■ ASSIGNED TASK ■
Copy each line of the records that includes "margin".

───── THE DATA ─────

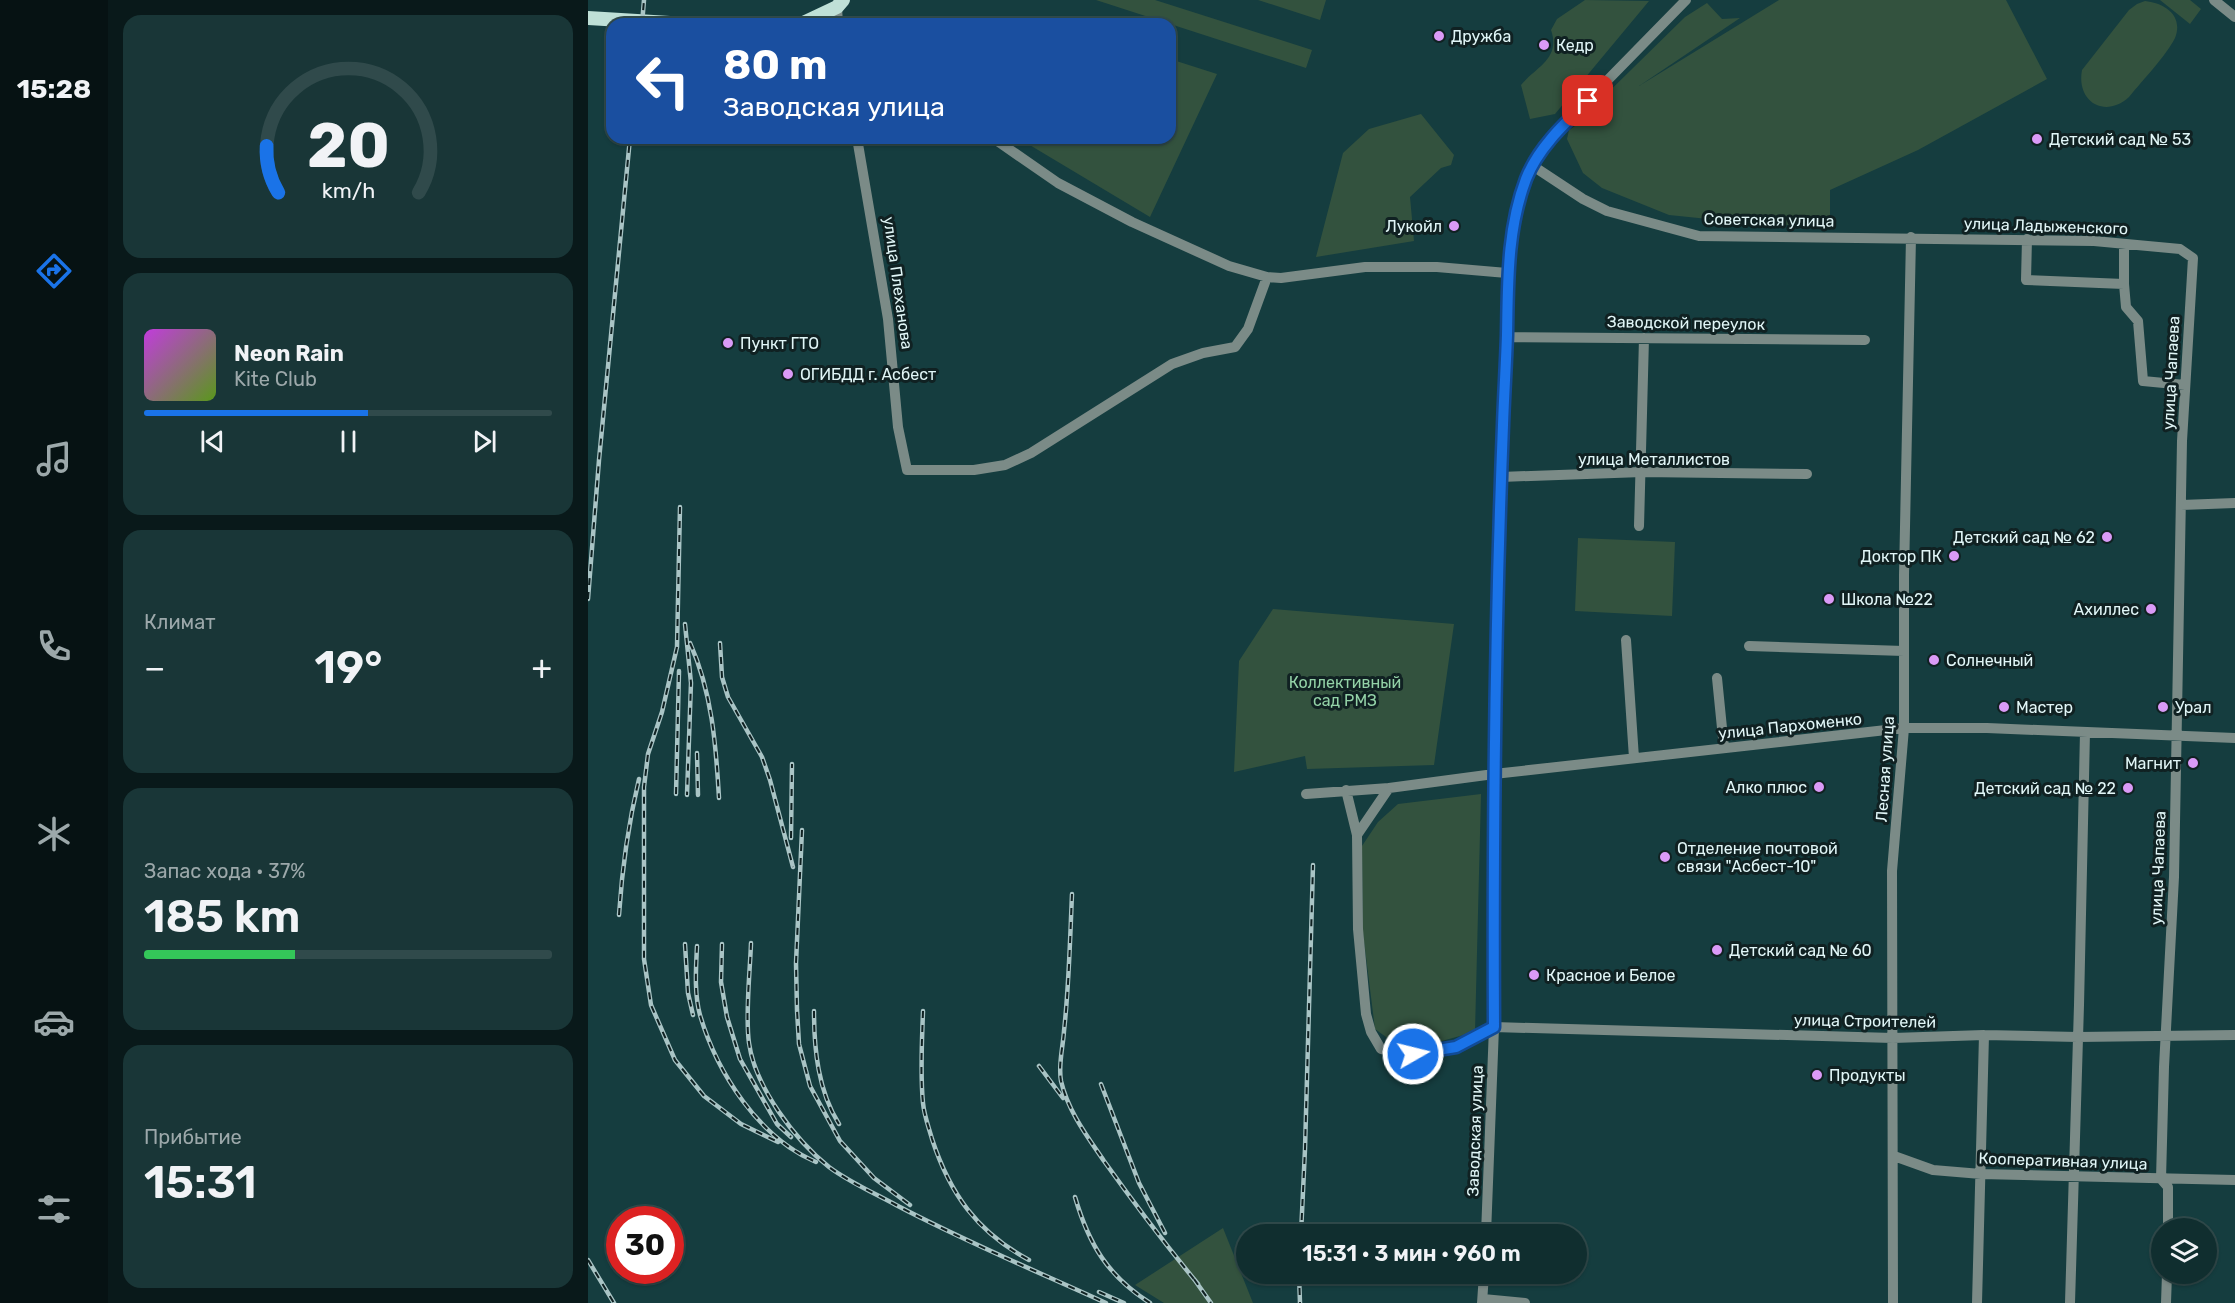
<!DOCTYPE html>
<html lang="ru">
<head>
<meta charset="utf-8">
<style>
  :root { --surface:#102e2f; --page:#193637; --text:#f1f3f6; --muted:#9ca8aa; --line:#304a4b; --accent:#1a73e8 }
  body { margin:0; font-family:Rubik,sans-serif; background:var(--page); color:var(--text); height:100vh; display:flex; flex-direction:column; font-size:22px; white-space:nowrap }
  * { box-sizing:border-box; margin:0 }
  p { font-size:20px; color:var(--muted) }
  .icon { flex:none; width:33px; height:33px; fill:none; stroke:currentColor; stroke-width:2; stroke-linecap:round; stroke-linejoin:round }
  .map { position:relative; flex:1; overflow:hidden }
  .side { display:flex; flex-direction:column; gap:15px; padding:15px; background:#09191a; width:480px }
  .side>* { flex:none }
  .guide { position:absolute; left:18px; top:18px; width:570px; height:126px; border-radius:18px; box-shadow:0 2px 4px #0004,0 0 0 2px var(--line); background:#1a4fa0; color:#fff; overflow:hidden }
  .tools { position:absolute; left:1563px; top:1218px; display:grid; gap:12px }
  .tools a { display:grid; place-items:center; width:66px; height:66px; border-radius:50%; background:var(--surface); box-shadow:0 2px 4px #0004,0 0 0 2px var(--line); font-size:30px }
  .speed { position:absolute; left:18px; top:1206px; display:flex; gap:12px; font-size:30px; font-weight:700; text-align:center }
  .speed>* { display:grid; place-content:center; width:78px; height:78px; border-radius:50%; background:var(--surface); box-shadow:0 2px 4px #0004,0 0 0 2px var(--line); line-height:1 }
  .speed .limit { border:9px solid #d22; background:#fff; color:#111 }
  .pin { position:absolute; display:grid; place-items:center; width:51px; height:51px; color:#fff; margin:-26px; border-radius:12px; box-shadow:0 3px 9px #0006 }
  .me { position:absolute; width:66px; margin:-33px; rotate:82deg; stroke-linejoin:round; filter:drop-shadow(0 0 4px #0008) }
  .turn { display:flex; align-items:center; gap:21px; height:126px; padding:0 18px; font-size:27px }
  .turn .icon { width:78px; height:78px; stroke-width:2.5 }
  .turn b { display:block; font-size:42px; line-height:51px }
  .big { font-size:45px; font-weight:600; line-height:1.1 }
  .side .tile { flex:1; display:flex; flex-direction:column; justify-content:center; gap:9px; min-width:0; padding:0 21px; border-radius:18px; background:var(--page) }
  .side .dial { align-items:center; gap:0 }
  .dial svg { height:156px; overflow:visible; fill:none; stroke:var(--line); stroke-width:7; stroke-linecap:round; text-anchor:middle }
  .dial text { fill:var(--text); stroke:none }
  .song { display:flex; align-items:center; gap:18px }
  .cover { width:72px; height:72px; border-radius:9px; background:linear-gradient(135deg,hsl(290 70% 55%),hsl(90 70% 35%)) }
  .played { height:6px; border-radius:3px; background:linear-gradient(90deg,var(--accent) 55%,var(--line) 55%) }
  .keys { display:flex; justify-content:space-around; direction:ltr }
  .heat { display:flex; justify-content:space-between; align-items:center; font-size:33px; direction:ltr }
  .charge { height:9px; border-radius:4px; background:linear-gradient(90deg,#34c759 37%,var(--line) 0) }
  .trip { position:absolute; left:648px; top:1224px; width:351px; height:60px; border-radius:30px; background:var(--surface); box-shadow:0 2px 4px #0004,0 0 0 2px var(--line); font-weight:600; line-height:60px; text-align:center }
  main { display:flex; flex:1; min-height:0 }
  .menu { display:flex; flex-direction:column; width:108px; justify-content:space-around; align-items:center; background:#061213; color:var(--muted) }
  .menu .icon { width:42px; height:42px }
  .menu .current { color:var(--accent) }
  .menu b { font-size:27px; color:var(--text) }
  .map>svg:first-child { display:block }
  .green { fill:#33523e }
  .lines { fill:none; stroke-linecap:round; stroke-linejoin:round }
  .minor { stroke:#7b8b87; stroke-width:10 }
  .major { stroke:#bfe0d7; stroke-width:14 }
  .rail-casing { stroke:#a9c4c5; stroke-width:4.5 }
  .rail { stroke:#102122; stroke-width:2; stroke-dasharray:7; stroke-linecap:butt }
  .route-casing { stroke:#114b97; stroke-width:15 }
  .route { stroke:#1a73e8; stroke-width:10 }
  .poi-dot { fill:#da9af6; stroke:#102122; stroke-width:2 }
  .labels { text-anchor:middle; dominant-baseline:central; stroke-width:6; stroke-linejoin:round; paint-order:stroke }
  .poi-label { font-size:16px; fill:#e1f6f7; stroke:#102122; text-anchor:start }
  .street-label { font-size:16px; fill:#e1f6f7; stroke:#102122 }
  .park-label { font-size:16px; fill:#93d2a7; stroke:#102122 }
</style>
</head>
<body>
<main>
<nav class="menu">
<b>15:28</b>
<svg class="icon current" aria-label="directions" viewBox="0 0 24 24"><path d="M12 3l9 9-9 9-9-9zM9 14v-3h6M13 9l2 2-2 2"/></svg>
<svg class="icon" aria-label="music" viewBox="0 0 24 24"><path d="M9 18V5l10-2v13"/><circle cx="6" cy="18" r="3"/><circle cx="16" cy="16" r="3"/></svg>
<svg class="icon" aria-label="phone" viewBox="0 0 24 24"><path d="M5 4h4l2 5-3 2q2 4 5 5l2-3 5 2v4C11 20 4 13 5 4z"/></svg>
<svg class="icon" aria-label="climate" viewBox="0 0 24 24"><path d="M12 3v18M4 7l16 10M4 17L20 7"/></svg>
<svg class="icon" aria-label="car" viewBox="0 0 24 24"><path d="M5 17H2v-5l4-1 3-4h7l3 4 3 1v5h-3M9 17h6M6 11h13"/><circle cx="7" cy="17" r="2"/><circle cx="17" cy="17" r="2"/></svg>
<svg class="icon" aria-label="filters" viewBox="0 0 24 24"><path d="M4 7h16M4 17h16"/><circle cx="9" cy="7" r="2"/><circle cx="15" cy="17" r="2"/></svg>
</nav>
<section class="side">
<div class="tile dial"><svg viewBox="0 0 100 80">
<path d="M14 69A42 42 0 1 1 86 69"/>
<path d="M14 69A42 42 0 0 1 8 45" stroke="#1a73e8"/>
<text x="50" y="56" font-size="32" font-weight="700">20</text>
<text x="50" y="72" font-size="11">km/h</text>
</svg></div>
<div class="tile">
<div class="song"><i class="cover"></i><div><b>Neon Rain</b><p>Kite Club</p></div></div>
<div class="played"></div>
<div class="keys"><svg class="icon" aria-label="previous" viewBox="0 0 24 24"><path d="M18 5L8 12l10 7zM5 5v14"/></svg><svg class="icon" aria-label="pause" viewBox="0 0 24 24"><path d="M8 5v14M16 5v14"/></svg><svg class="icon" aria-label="next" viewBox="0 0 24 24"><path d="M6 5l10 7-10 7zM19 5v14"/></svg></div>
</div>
<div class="tile"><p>Климат</p>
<div class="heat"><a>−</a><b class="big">19°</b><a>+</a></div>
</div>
<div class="tile"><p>Запас хода · 37%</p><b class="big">185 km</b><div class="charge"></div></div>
<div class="tile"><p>Прибытие</p><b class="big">15:31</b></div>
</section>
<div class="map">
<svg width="1647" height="1303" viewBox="0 0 1647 1303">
  <rect width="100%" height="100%" fill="#153d3f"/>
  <!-- green -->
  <path class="green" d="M508,0H567L724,50L718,68Z
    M670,0H738L732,20Z
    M997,0L1061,1L967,114L942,119L933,85C948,67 973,59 963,30L969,19Z
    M1191,0H1418L1459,79L1330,150L1242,190V227L1159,223L1081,215L1014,188L995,173L979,139L981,130L998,119L994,118L1097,17L1119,3L1134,19L1152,18L1051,86Z
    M1572,0H1602L1613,9L1602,24Z
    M1557,1C1576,3 1596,15 1587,38C1578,56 1554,81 1541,97C1517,119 1488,102 1494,70L1541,10L1549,4Z
    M582,59L629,74L562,217L430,138H582Z
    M833,114L866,155L863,165L853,168L822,197L826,241L728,257L755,153L781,129Z
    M990,538L1087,542L1084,616L987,611Z
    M685,609L866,624L846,765L719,769L717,756L646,772L651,661Z
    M893,794L887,1032L835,1046L809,1045L787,1029L775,933L774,846L790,822L810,804Z
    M635,1228L665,1303H576L547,1285Z"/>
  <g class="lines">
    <!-- minor -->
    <path class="minor" d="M1626,0L1647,17
      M249,7L250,24
      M269,138L300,319L310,427L319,470H386L417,465L443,453L584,364L615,353L647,347L660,329L679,277
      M405,138L470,183L544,222L641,266L679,277L693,278L777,267H849L919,273
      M945,166L995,199L1019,211L1111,236L1506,241L1592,249L1605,258L1594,441L1586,877L1576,1067L1573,1179L1580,1187V1228
      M1439,239L1438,280L1536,284V244
      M1536,284L1538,307L1550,321L1555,381L1597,385
      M919,337L1277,340
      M913,477L1054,472L1219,474
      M1593,505L1647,503
      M1051,526L1056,338
      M1038,640L1046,758
      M1161,646L1316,651
      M1129,678L1136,748
      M801,788L769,835L770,929L778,1014L783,1032L793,1049L825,1054L868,1047L906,1027L1305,1038L1396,1035L1490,1037L1647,1035
      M758,790L769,835
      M718,794L801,788L906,774L1316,728H1399L1647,738
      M1306,1156L1345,1170L1393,1174L1647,1180
      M898,1234L906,1027V774L909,595L919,337V273L926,229L938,178L961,140L1098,0
      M895,1299L937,1303
      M894,1303L896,1274
      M1305,1303L1304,871L1316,728V575L1323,237
      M1389,1303L1396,1035
      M1482,1303L1491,1005L1497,732
      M1578,1303L1579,1274"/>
    <!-- major -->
    <path class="major" d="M0,18L98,24
      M213,24L249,7L255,0"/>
    <defs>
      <path id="rail" d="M54,24L56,0
        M92,507L89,647L74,712L60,754L56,787V959L63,1005L87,1060L116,1096L153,1124L190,1142
        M0,599L11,460L42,138
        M97,624L103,683L99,795
        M102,643C124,692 128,745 131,798
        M132,643L134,677L140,697L174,757L182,780L205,867
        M109,753L110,795
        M88,794L91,671
        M214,830L208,963L209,1010L211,1044L222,1086L252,1141L286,1178L322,1205
        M203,838L204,764
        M484,894C482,940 481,986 476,1031C475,1047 470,1065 473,1081C480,1111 499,1136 516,1161C546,1203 577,1244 610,1284
        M31,915C34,869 40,825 51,779
        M163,943C162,973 157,1015 161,1043C167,1087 207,1140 241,1167C261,1182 286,1193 308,1205C376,1241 448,1271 518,1303
        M97,944L100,993L105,1015
        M134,944L133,982L139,1017L152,1059L189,1124L203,1137
        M109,946C108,968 106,993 112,1015C129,1073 171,1138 228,1162
        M226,1011C226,1049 230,1091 251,1124
        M335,1011C334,1042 332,1073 335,1103C336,1115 341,1128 344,1139C362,1194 389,1232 441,1260
        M451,1066L475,1098
        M513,1084L551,1183L577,1233
        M487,1197C501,1245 520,1276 562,1303
        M713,1234L717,1149L725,865
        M0,1260L26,1303
        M711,1274L712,1303
        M606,1279L623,1303
        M511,1292L536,1303"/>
    </defs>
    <!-- rail casing -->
    <use href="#rail" class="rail-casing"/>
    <!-- rail -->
    <use href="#rail" class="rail"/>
  </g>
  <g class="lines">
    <defs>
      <path id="route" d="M825,1054L868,1047L906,1027C905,826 907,626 915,425C916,395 918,365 919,335C920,283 919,229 938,179C950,148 976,124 1000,101"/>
    </defs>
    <!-- route casing -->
    <use href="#route" class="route-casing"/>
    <!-- route -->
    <use href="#route" class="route"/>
  </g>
  <!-- markers -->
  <g class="poi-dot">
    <circle cx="851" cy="36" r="6"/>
    <circle cx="956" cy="45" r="6"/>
    <circle cx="1449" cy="139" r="6"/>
    <circle cx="866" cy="226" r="6"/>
    <circle cx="140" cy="343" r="6"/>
    <circle cx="200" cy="374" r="6"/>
    <circle cx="1519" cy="537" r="6"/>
    <circle cx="1366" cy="556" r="6"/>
    <circle cx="1241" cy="599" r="6"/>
    <circle cx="1563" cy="609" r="6"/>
    <circle cx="1346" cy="660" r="6"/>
    <circle cx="1416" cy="707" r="6"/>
    <circle cx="1575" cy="707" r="6"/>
    <circle cx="1605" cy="763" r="6"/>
    <circle cx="1231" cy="787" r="6"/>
    <circle cx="1540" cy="788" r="6"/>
    <circle cx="1077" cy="857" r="6"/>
    <circle cx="1129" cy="950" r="6"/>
    <circle cx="946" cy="975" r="6"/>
    <circle cx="1229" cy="1075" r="6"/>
  </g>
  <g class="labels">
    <!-- poi labels -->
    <g class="poi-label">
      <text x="863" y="36">Дружба</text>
      <text x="968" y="45">Кедр</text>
      <text x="1461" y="139">Детский сад № 53</text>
      <text x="854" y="226" text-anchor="end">Лукойл</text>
      <text x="152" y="343">Пункт ГТО</text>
      <text x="212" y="374">ОГИБДД г. Асбест</text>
      <text x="1507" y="537" text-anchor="end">Детский сад № 62</text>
      <text x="1354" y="556" text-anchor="end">Доктор ПК</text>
      <text x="1253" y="599">Школа №22</text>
      <text x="1551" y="609" text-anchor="end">Ахиллес</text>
      <text x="1358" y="660">Солнечный</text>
      <text x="1428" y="707">Мастер</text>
      <text x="1587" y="707">Урал</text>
      <text x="1593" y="763" text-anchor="end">Магнит</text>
      <text x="1219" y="787" text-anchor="end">Алко плюс</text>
      <text x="1528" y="788" text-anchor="end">Детский сад № 22</text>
      <text x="1089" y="848">Отделение почтовой<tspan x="1089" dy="18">связи "Асбест-10"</tspan></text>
      <text x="1141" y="950">Детский сад № 60</text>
      <text x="958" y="975">Красное и Белое</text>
      <text x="1241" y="1075">Продукты</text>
    </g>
    <!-- street labels -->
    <g class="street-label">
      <text transform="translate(1181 220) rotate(1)">Советская улица</text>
      <text transform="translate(1458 226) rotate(2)">улица Ладыженского</text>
      <text transform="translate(310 283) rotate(82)">улица Плеханова</text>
      <text transform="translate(1098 323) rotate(1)">Заводской переулок</text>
      <text transform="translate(1583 373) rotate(-87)">улица Чапаева</text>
      <text x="1066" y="459">улица Металлистов</text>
      <text transform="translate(1202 726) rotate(-6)">улица Пархоменко</text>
      <text transform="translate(1297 769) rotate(-86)">Лесная улица</text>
      <text transform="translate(1570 868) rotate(-88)">улица Чапаева</text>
      <text transform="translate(1277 1021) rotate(1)">улица Строителей</text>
      <text transform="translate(887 1131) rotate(-88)">Заводская улица</text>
      <text transform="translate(1475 1161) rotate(2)">Кооперативная улица</text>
    </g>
    <!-- park labels -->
    <g class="park-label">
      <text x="757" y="682">Коллективный<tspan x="757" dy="18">сад РМЗ</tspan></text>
    </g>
  </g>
</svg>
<div class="tools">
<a><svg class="icon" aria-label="layers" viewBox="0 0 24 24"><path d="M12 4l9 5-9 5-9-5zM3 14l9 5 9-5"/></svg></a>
</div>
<div class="speed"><div class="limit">30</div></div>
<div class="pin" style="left:1000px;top:101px;background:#d93025"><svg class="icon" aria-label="arrive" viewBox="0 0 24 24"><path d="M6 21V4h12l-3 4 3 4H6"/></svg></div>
<svg class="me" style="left:825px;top:1054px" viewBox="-20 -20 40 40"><circle r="17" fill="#1a73e8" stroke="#fff" stroke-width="3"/><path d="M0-11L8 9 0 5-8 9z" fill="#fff"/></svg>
<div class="trip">15:31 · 3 мин · 960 m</div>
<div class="guide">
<div class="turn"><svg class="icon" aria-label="left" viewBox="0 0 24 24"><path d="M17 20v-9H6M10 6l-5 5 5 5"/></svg><div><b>80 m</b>Заводская улица</div></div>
</div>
</div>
</main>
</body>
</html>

─────

■ RESPONSE ■
  body { margin:0; font-family:Rubik,sans-serif; background:var(--page); color:var(--text); height:100vh; display:flex; flex-direction:column; font-size:22px; white-space:nowrap }
  * { box-sizing:border-box; margin:0 }
  .pin { position:absolute; display:grid; place-items:center; width:51px; height:51px; color:#fff; margin:-26px; border-radius:12px; box-shadow:0 3px 9px #0006 }
  .me { position:absolute; width:66px; margin:-33px; rotate:82deg; stroke-linejoin:round; filter:drop-shadow(0 0 4px #0008) }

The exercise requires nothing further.